J. BREACH OF THE IMPLIED COVENANT OF GOOD FAITH AND FAIR DEALING
Plaintiffs' tenth cause of action is for breach of the implied covenant of good faith and fair dealing. This covenant provides that no party to a contract may do anything that would deprive another party of the benefits of the contract. Foley v. Interactive Data Corp., 47 Cal.3d 654, 683-684 (1988). "This covenant is read into contracts in order to protect the express covenants or promises of the contract, not to protect some general public policy interest not directly tied to the contract's purpose." Wolf v. Walt Disney Pictures Television, 162 Cal.App.4th 1107, 1120 (2008) (internal quotations marks omitted). "The implied covenant of good faith and fair dealing rests upon the existence of some specific contractual obligation" and there "is no obligation to deal fairly or in good faith absent an existing contract." Racine Laramie, Ltd. v. Dep't of Parks Recreation, 11 Cal.App.4th 1026, 1031-32 (1992) (internal quotation marks omitted).

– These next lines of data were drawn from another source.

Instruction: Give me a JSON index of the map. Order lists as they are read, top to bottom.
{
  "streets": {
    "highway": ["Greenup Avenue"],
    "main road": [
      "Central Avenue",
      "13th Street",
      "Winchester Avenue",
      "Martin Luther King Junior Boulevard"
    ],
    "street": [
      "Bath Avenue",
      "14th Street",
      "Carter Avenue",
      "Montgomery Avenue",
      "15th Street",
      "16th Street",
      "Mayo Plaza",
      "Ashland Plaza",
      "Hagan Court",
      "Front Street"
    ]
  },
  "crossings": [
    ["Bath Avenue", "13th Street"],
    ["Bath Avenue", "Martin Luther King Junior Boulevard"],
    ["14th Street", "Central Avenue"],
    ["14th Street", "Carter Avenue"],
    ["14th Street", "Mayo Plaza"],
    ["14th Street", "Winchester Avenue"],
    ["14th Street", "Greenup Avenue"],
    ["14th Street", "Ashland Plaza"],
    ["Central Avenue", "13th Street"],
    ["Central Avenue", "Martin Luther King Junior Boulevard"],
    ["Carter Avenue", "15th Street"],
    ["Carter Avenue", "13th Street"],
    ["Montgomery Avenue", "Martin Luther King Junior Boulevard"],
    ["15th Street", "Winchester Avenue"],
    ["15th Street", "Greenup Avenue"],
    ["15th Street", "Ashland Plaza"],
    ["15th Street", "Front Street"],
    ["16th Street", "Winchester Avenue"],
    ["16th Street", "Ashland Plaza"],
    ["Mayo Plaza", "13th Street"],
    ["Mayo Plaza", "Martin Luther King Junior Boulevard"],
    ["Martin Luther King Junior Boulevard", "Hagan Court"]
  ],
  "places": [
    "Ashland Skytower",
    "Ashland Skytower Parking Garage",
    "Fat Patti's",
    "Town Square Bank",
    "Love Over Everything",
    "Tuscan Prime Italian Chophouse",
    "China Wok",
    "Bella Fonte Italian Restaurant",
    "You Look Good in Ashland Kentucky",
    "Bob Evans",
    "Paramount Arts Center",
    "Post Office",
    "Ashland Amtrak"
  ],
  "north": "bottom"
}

Here, Plaintiff alleges that Defendants breached the implied covenant of good faith and fair dealing by "failing to give proper disclosure (sic) as outlined above, and causing the loan to be higher in interest, Defendants have breached the Covenant (sic) of good faith and fair dealing." FAC ¶ 105. Though the amended complaint fails to allege what particular contract forms the basis of this claim, Plaintiff states in his opposition that Defendants' obligations arise pursuant to the "trust deed." Pl.'s Opp'n at 22. However, the conduct that appears to form the basis this claim occurred prior to the execution of the trust deed. Pre-contract conduct cannot support a claim for breach of the implied covenant of good faith and fair dealing. See McClain v. Octagon Plaza, LLC, 159 Cal.App.4th 784, 799 (2008) (alleged misconduct during contract negotiations failed to state a claim for breach of the implied covenant of good faith and fair dealing). Likewise, Plaintiff fails to specify what benefit he was deprived of by virtue of Defendants' alleged conduct. Given these deficiencies, Plaintiffs' fourth claim for breach of the implied covenant of good faith and fair dealing is DISMISSED with leave to amend.
In his opposition, Plaintiff again cites other allegedly improper conduct that is not alleged in the Complaint. For reasons discussed above, the Court will not consider those unpled claims at this time.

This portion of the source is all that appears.